Access options with guest networks

[TheLyppardMan]

At the moment, I only have one device on a guest network, thus:

As you can see, this is on a different IP range to my main network, which uses 192.168.178...

Can anyone tell me what options are available for communication between devices on the guest networks and the main LAN using the latest Merlin firmware? Also, can devices on a guest network communicate with each other, even if isolate from intranet is enabled. Lastly, is it possible to only allow some devices on a guest network to communicate with the main LAN (without getting into the complexity of adding scripts)?

 

[drinkingbird]

At the moment, I only have one device on a guest network, thus:

View attachment 49701

As you can see, this is on a different IP range to my main network, which uses 192.168.178...

Can anyone tell me what options are available for communication between devices on the guest networks and the main LAN using the latest Merlin firmware? Also, can devices on a guest network communicate with each other, even if isolate from intranet is enabled. Lastly, is it possible to only allow some devices on a guest network to communicate with the main LAN (without getting into the complexity of adding scripts)?

Guest wireless 1 uses separate VLANs and subnets (when access intranet is disabled), mostly for the purposes of being able to propagate it to AiMesh nodes and maintain the LAN isolation feature. If you want it to use the same subnet as main LAN, use any Guest Wireless other than 1. In both cases they also use firewall rules (EBTABLES and IPTABLES) to prevent communication to the main LAN also.

When you disable intranet access, the GW SSID automatically enables AP Isolation, so clients on guest cannot see each other. The only way to change that would be to disable the parameter via a script during startup (or temporarily by doing it via SSH).

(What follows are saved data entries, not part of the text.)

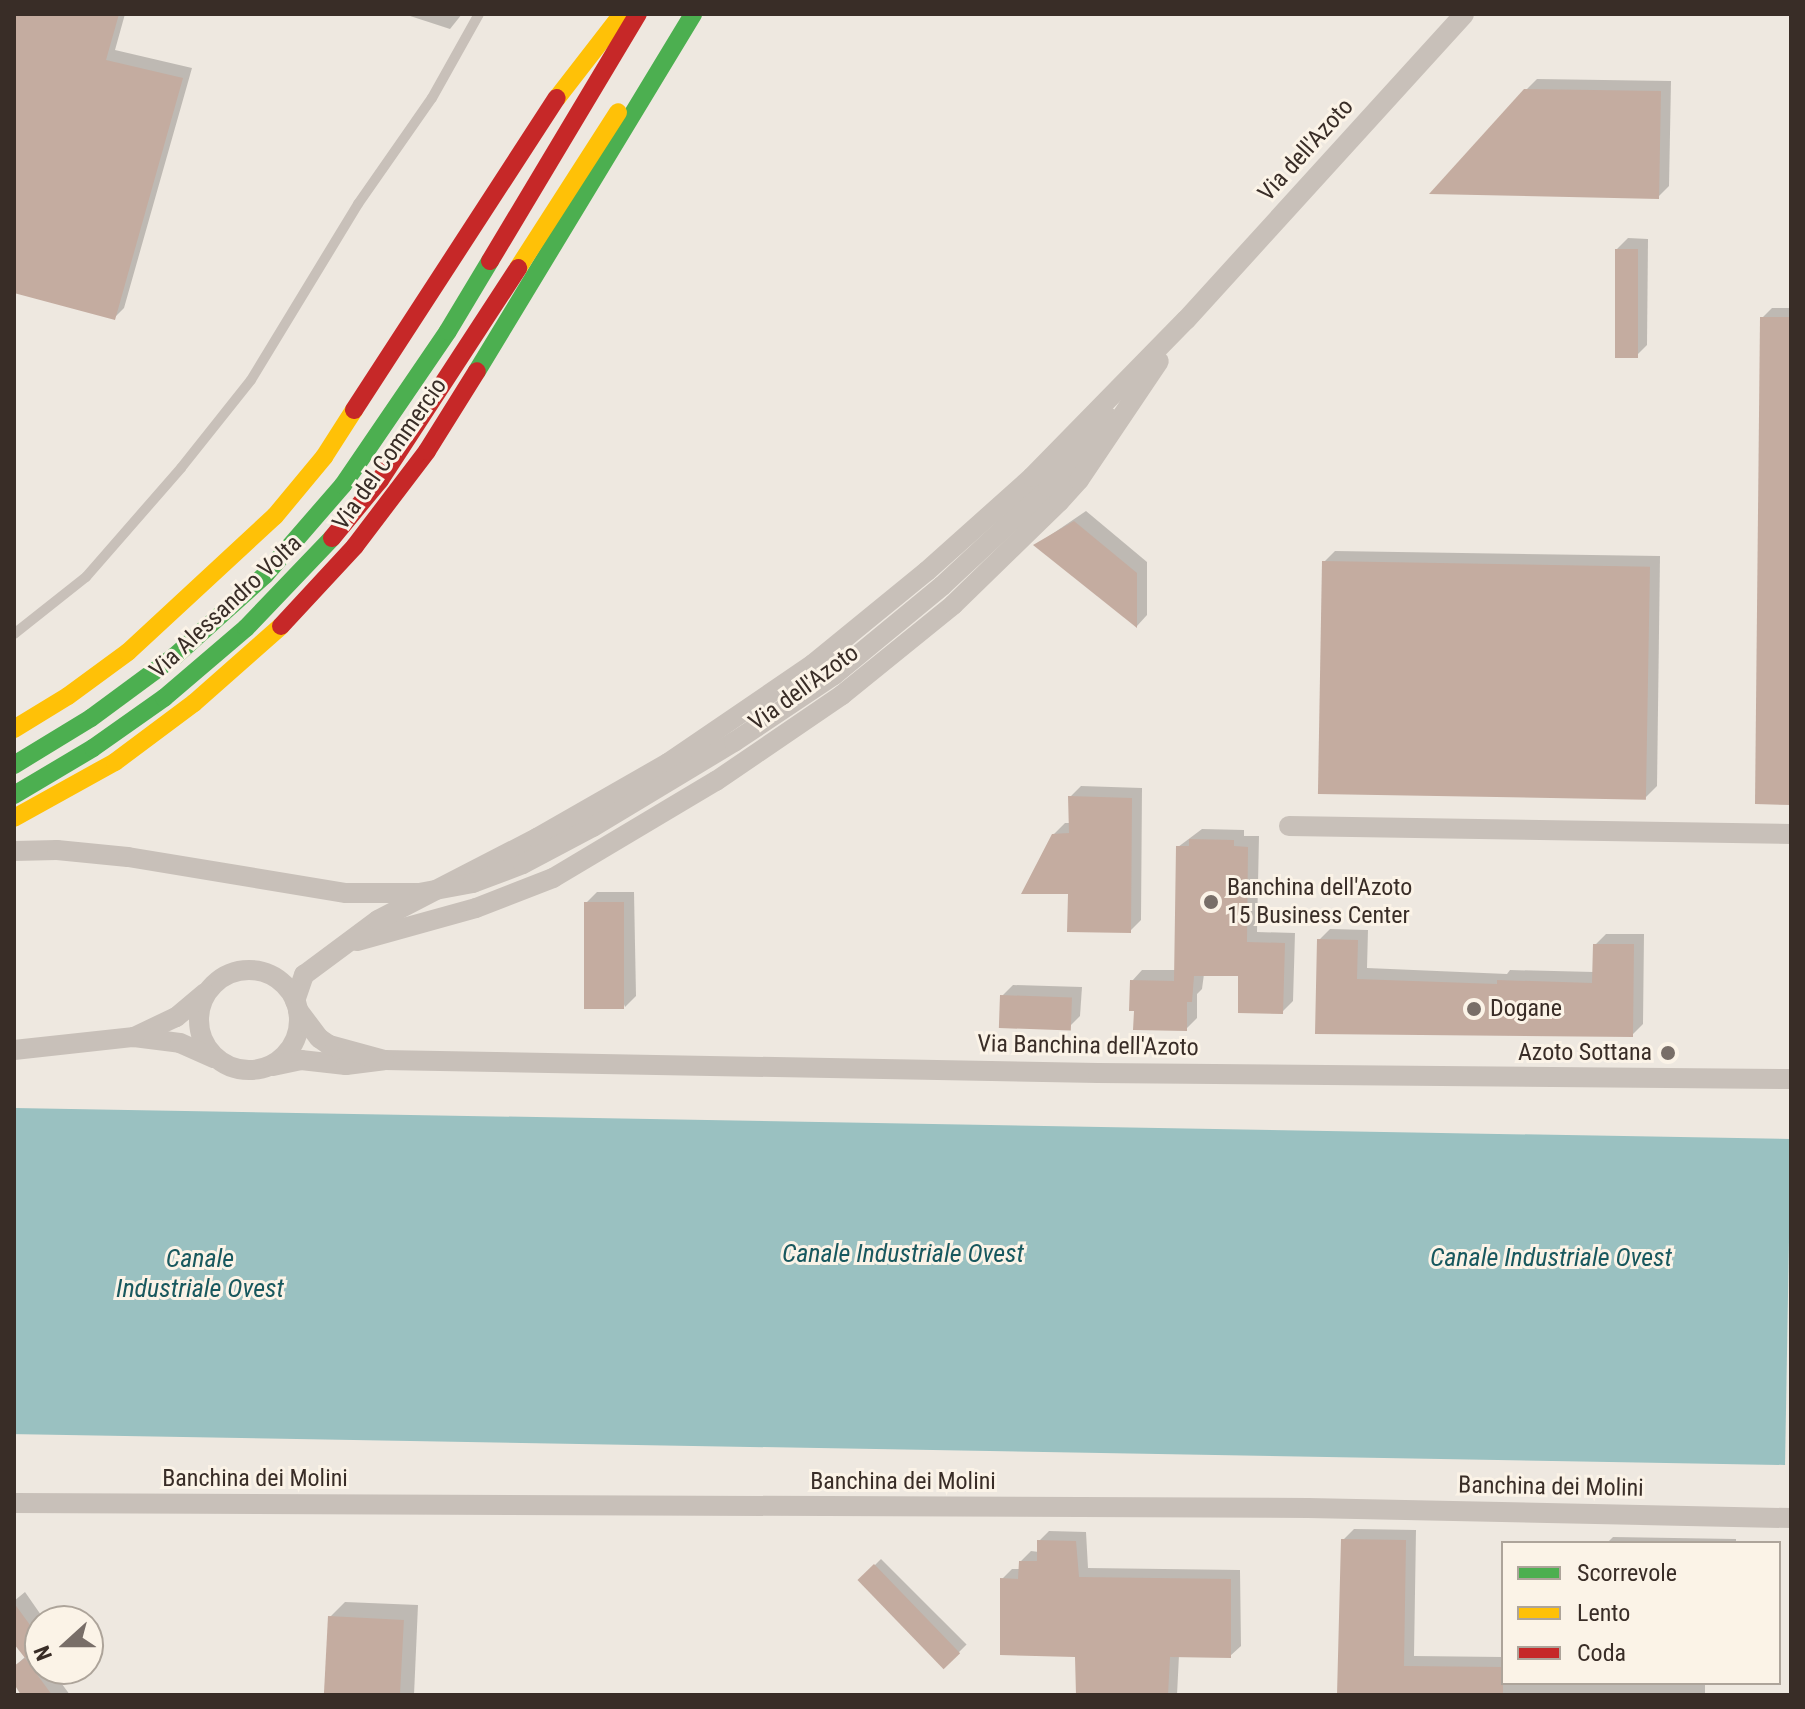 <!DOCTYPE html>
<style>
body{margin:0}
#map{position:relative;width:1805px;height:1709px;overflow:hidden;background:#eee8e0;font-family:"Roboto Condensed",sans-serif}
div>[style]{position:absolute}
.water>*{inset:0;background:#9ac1c1;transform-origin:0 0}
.shadow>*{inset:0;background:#0003;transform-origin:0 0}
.building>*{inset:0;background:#c4aca0;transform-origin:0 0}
.lane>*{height:10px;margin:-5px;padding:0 5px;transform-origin:5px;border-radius:5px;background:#c8c0b9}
.street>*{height:20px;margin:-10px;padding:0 10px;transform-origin:10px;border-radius:10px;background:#c8c0b9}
.street>.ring{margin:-10px;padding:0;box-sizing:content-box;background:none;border:20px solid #c8c0b9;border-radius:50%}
.fast>*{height:18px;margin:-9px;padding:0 9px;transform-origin:9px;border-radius:9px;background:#4caf50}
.slow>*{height:18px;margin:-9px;padding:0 9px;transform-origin:9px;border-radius:9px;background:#ffc107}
.jam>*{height:18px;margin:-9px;padding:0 9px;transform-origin:9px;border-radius:9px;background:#c62828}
.street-bridge>*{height:20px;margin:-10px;padding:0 10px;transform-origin:10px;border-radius:10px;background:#c8c0b9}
.dots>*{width:22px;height:22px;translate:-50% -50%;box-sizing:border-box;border:4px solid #fbf3e7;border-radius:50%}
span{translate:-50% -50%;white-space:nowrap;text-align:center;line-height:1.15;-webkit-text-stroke:6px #fbf3e7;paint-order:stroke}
.street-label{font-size:24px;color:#392d27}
.poi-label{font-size:24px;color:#392d27}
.left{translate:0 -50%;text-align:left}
.right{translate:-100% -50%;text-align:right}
.water-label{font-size:26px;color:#18585e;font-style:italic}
.frame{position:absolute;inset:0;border:16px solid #392d27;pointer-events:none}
.legend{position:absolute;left:1501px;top:1541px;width:280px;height:144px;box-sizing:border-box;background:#fbf3e7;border:2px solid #ada49a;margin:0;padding:10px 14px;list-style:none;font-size:24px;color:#392d27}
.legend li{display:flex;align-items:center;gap:16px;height:40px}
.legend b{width:40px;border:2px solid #ada49a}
.north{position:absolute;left:24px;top:1605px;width:80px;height:80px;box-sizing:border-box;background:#fbf3e7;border:2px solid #ada49a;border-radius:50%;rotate:249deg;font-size:22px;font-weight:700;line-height:32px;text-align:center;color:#392d27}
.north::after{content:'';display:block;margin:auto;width:28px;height:36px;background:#786e68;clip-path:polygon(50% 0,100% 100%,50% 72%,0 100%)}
</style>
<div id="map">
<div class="water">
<i style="left:14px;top:1108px;width:1777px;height:326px;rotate:1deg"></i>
</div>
<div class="shadow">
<i style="clip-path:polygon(14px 14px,125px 14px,115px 50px,192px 68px,124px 308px,114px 318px,14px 291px)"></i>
<i style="clip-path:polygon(404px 14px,462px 14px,450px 29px)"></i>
<i style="clip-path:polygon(1537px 79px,1671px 81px,1669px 186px,1658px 197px,1526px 90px)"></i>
<i style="clip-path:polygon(1628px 238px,1648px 239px,1647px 345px,1636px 356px,1617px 249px)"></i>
<i style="clip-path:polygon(1772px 308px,1791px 308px,1791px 803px,1762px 318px)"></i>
<i style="clip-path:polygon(1086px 511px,1147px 562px,1147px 615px,1137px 626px,1036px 545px)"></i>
<i style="clip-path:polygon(1335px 551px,1660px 556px,1657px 786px,1646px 797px,1324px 562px)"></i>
<i style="clip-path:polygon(1081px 786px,1142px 788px,1141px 920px,1130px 931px,1070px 892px,1053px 835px,1065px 823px,1071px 823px,1070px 797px)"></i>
<i style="clip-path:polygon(1202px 829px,1244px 830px,1244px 836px,1259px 836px,1257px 932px,1295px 933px,1293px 1001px,1282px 1012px,1240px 974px,1204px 974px,1202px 989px,1197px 994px,1197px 1018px,1186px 1029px,1132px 981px,1142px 970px,1176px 970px,1178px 847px)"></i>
<i style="clip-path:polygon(597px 892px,634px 892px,636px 996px,625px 1007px,586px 903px)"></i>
<i style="clip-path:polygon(1330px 929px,1368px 930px,1367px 968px,1507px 974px,1510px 970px,1594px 972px,1595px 945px,1606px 934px,1644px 934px,1643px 1024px,1632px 1035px,1317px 1032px,1319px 940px)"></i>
<i style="clip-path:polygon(1013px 985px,1082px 987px,1080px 1016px,1069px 1027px,1002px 996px)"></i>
<i style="clip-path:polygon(1354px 1529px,1416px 1530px,1414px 1656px,1503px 1657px,1503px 1683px,1705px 1683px,1705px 1695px,1339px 1695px,1343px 1540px)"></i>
<i style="clip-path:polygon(1049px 1531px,1086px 1532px,1088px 1568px,1240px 1570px,1241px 1646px,1230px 1656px,1179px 1655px,1177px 1695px,1085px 1695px,1077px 1655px,1002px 1579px,1012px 1569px,1020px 1569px,1021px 1561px,1031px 1551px,1039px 1552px,1039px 1541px)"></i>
<i style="clip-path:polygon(1613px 1537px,1736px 1539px,1736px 1543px,1607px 1543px)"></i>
<i style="left:881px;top:1559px;width:121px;height:29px;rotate:45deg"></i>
<i style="clip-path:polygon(25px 1592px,41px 1615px,47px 1613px,53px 1621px,40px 1621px,40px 1644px,35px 1648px,40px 1654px,40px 1669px,51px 1669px,70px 1695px,24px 1695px,14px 1680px,14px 1667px,26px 1656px,14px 1640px,14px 1601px)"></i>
<i style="clip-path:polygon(345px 1602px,418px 1605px,414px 1695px,329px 1695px,330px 1617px)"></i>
</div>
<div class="building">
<i style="clip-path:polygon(14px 14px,119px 14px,106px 60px,183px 78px,115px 320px,14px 293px)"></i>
<i style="clip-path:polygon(1524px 89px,1661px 91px,1659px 199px,1429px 194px)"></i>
<i style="left:1615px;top:249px;width:23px;height:109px"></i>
<i style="clip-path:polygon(1760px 317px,1791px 317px,1791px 805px,1755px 804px)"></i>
<i style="clip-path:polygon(1074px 521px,1137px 573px,1137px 628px,1033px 545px)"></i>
<i style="left:1322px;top:561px;width:328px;height:233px;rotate:1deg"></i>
<i style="clip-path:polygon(1068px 796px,1132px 798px,1131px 933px,1067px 932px,1068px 894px,1021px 894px,1052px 834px,1069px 833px)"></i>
<i style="clip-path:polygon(1189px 839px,1234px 840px,1234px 846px,1248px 847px,1247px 942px,1285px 943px,1283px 1014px,1238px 1013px,1238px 976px,1194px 976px,1192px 1002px,1187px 1002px,1187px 1031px,1133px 1030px,1134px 1011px,1129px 1011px,1130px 980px,1174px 981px,1176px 846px,1189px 846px)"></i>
<i style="left:584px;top:902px;width:40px;height:107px"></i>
<i style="clip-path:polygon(1317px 939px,1358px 940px,1357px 979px,1497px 984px,1497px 980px,1592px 983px,1593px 944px,1634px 944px,1633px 1037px,1315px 1034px)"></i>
<i style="left:1000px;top:995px;width:72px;height:33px;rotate:2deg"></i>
<i style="clip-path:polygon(1341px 1539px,1406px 1540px,1404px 1666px,1503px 1667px,1503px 1695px,1337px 1695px)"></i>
<i style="clip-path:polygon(1037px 1540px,1076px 1541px,1079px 1577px,1231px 1579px,1231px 1658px,1170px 1657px,1168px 1695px,1076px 1695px,1075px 1657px,1000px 1655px,1000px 1578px,1018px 1579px,1019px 1561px,1037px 1561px)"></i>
<i style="left:874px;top:1564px;width:124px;height:23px;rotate:46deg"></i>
<i style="clip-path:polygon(14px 1603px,30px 1625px,40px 1622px,40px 1646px,25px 1658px,14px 1644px)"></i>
<i style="left:328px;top:1616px;width:76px;height:79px;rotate:3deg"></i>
<i style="clip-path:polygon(25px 1658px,52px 1695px,21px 1695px,14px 1684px,14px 1666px)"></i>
</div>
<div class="lane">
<i style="left:14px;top:634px;width:92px;rotate:-38.4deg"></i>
<i style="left:86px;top:577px;width:145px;rotate:-48.9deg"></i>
<i style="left:181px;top:468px;width:112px;rotate:-51.5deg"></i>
<i style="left:251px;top:380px;width:206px;rotate:-58.7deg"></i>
<i style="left:358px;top:204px;width:129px;rotate:-55.1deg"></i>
<i style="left:432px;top:98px;width:96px;rotate:-60.8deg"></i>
</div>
<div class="street">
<i style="left:942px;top:586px;width:145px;rotate:-43deg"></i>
<i style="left:1048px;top:487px;width:92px;rotate:-49.4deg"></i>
<i style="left:1289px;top:826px;width:502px;rotate:0.91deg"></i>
<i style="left:357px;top:941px;width:123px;rotate:-15.5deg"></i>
<i style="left:476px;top:908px;width:83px;rotate:-21.3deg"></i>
<i style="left:553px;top:878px;width:190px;rotate:-30.8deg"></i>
<i style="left:716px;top:781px;width:153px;rotate:-34.3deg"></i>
<i style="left:842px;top:695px;width:143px;rotate:-39deg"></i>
<i style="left:953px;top:605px;width:148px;rotate:-44.2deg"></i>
<i style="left:1059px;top:502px;width:30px;rotate:-48deg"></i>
<i style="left:1079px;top:480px;width:143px;rotate:-56.1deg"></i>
<i class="ring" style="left:199px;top:970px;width:80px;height:80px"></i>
<i style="left:205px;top:993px;width:38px;rotate:140deg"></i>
<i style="left:176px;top:1017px;width:47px;rotate:154.5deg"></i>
<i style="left:134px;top:1037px;width:46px;rotate:7.4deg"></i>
<i style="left:180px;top:1043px;width:37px;rotate:24deg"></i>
<i style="left:295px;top:1001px;width:28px;rotate:-71deg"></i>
<i style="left:304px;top:975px;width:92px;rotate:-36.6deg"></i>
<i style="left:378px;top:920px;width:179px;rotate:-27.3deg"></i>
<i style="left:537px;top:838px;width:151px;rotate:-29.8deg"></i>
<i style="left:668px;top:763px;width:176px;rotate:-34.3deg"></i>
<i style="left:813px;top:664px;width:147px;rotate:-39.2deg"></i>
<i style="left:927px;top:571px;width:141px;rotate:-41.8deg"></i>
<i style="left:1032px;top:477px;width:220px;rotate:-45.6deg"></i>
<i style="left:1186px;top:320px;width:413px;rotate:-47.7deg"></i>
<i style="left:14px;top:1050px;width:121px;rotate:-6.2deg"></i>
<i style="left:384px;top:1060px;width:714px;rotate:1.04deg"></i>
<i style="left:1098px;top:1073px;width:693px;rotate:0.5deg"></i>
<i style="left:273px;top:1066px;width:29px;rotate:-12deg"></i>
<i style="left:301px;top:1060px;width:45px;rotate:6.3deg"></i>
<i style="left:346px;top:1065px;width:38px;rotate:-7deg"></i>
<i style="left:384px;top:1060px;width:57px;rotate:-164.7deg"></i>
<i style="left:329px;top:1045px;width:12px;rotate:-145deg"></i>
<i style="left:319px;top:1038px;width:35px;rotate:-127deg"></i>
<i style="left:14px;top:1503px;width:1294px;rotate:0.22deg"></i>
<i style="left:1308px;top:1508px;width:483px;rotate:1.2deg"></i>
</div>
<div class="fast">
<i style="left:477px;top:371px;width:417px;rotate:-58.8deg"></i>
<i style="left:14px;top:765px;width:90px;rotate:-31.4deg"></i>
<i style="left:91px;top:718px;width:104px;rotate:-36.4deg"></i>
<i style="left:175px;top:656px;width:121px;rotate:-42deg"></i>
<i style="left:265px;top:575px;width:119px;rotate:-49.1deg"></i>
<i style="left:343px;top:485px;width:186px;rotate:-55.7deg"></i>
<i style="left:448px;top:331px;width:82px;rotate:-59deg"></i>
<i style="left:14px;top:795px;width:92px;rotate:-30.7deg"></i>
<i style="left:93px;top:748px;width:87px;rotate:-35.2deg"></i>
<i style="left:164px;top:698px;width:108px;rotate:-40.5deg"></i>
<i style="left:246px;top:628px;width:124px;rotate:-46.3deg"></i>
</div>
<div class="slow">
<i style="left:557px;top:98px;width:106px;rotate:-52.3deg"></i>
<i style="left:518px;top:268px;width:185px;rotate:-57.3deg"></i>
<i style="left:14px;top:729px;width:63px;rotate:-31.4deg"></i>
<i style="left:68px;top:696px;width:74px;rotate:-36.3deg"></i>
<i style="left:128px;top:652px;width:200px;rotate:-42.8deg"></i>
<i style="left:275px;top:516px;width:77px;rotate:-50.3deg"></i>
<i style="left:324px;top:457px;width:56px;rotate:-57.4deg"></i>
<i style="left:14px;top:818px;width:115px;rotate:-29deg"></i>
<i style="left:115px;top:762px;width:99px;rotate:-36.8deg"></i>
<i style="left:194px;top:703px;width:116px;rotate:-41.5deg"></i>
</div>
<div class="jam">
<i style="left:490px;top:261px;width:288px;rotate:-59.1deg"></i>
<i style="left:354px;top:410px;width:372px;rotate:-57deg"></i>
<i style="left:332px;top:538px;width:75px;rotate:-50.4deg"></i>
<i style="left:380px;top:480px;width:253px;rotate:-56.9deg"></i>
<i style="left:281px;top:626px;width:109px;rotate:-47.2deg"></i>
<i style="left:355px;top:546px;width:119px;rotate:-52.8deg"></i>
<i style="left:427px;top:451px;width:94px;rotate:-58deg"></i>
</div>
<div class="street-bridge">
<i style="left:14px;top:851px;width:43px;rotate:-1.3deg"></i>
<i style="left:57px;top:850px;width:71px;rotate:5.6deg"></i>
<i style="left:128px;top:857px;width:221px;rotate:9.4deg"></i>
<i style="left:346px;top:893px;width:73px"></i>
<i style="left:419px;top:893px;width:55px;rotate:-10.5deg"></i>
<i style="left:473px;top:883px;width:53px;rotate:-20.8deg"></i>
<i style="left:523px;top:864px;width:79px;rotate:-27.9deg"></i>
<i style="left:593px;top:827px;width:165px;rotate:-31.1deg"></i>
<i style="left:734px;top:742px;width:120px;rotate:-33.8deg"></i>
<i style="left:834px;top:675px;width:140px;rotate:-39.5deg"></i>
</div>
<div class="dots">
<i style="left:1211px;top:902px;background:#786e68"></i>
<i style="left:1474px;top:1009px;background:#786e68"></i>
<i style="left:1668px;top:1053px;background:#786e68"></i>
</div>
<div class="street-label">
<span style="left:1306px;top:150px;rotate:-48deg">Via dell'Azoto</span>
<span style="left:390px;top:454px;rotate:-55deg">Via del Commercio</span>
<span style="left:226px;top:607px;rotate:-43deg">Via Alessandro Volta</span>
<span style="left:804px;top:688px;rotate:-36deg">Via dell'Azoto</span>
<span style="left:1088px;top:1046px;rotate:1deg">Via Banchina dell'Azoto</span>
<span style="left:255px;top:1479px">Banchina dei Molini</span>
<span style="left:903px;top:1482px">Banchina dei Molini</span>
<span style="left:1551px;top:1487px;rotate:1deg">Banchina dei Molini</span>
</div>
<div class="poi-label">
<span class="left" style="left:1227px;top:902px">Banchina dell'Azoto<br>15 Business Center</span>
<span class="left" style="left:1490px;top:1009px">Dogane</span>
<span class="right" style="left:1652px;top:1053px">Azoto Sottana</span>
</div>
<div class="water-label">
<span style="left:903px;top:1254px">Canale Industriale Ovest</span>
<span style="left:1551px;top:1258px">Canale Industriale Ovest</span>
<span style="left:200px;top:1274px">Canale<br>Industriale Ovest</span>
</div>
<div class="frame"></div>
<ul class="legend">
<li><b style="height:10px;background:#4caf50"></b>Scorrevole</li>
<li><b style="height:10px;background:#ffc107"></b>Lento</li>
<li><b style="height:10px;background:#c62828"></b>Coda</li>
</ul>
<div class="north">N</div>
</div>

Alllowing specific traffic between the two is relatively easy. I'm doing it to allow one of my guest networks to be able to discover and print to my HP printer. You have to do it via a firewall-start script, it can't be done via the GUI.

You may want to check on Yazfi - it does let you disable the AP isolation via GUI so guests can talk to each other. I'm not sure if it will let you configure specific guests to be able to talk to the LAN though.

 

[TheLyppardMan]

OK, thanks. I'll have a look at Yazfi as you suggest if I need to add any further devices to the guest network(s).

 

[Piotrek]

Don't start by looking at what options are available.
First, think about what you want to do and why, then decide how to do it.

 

[bennor]

YazFi is likely what you seek but just note YazFi doesn't work with AiMesh nodes.
There is discussion in other threads on using YazFi and some scripting to allow a specific LAN client to access a YazFi guest network client (or vise versa.) But consider that if you are opening up a Guest Network client to have full access to the main LAN, why bother putting the WiFi client into the Guest Network at that point? One should step back and think about what they are trying to achive at that point by using the Guest Network.

https://github.com/jackyaz/YazFi

Here is one such post talking about using some custom scripting with YazFi to allow a YazFi guest client to access a main LAN client:
https://www.snbforums.com/threads/guest-network-clients-not-using-yazfi-subnet.71718/#post-680188

The YazFi section on Custom Scripting with some examples:
https://github.com/jackyaz/YazFi#custom-firewall-rules

Use the site search feature and filter option to search for and find discussion on YazFi. Lots and lots of past discussion and questions/answers on using YazFi.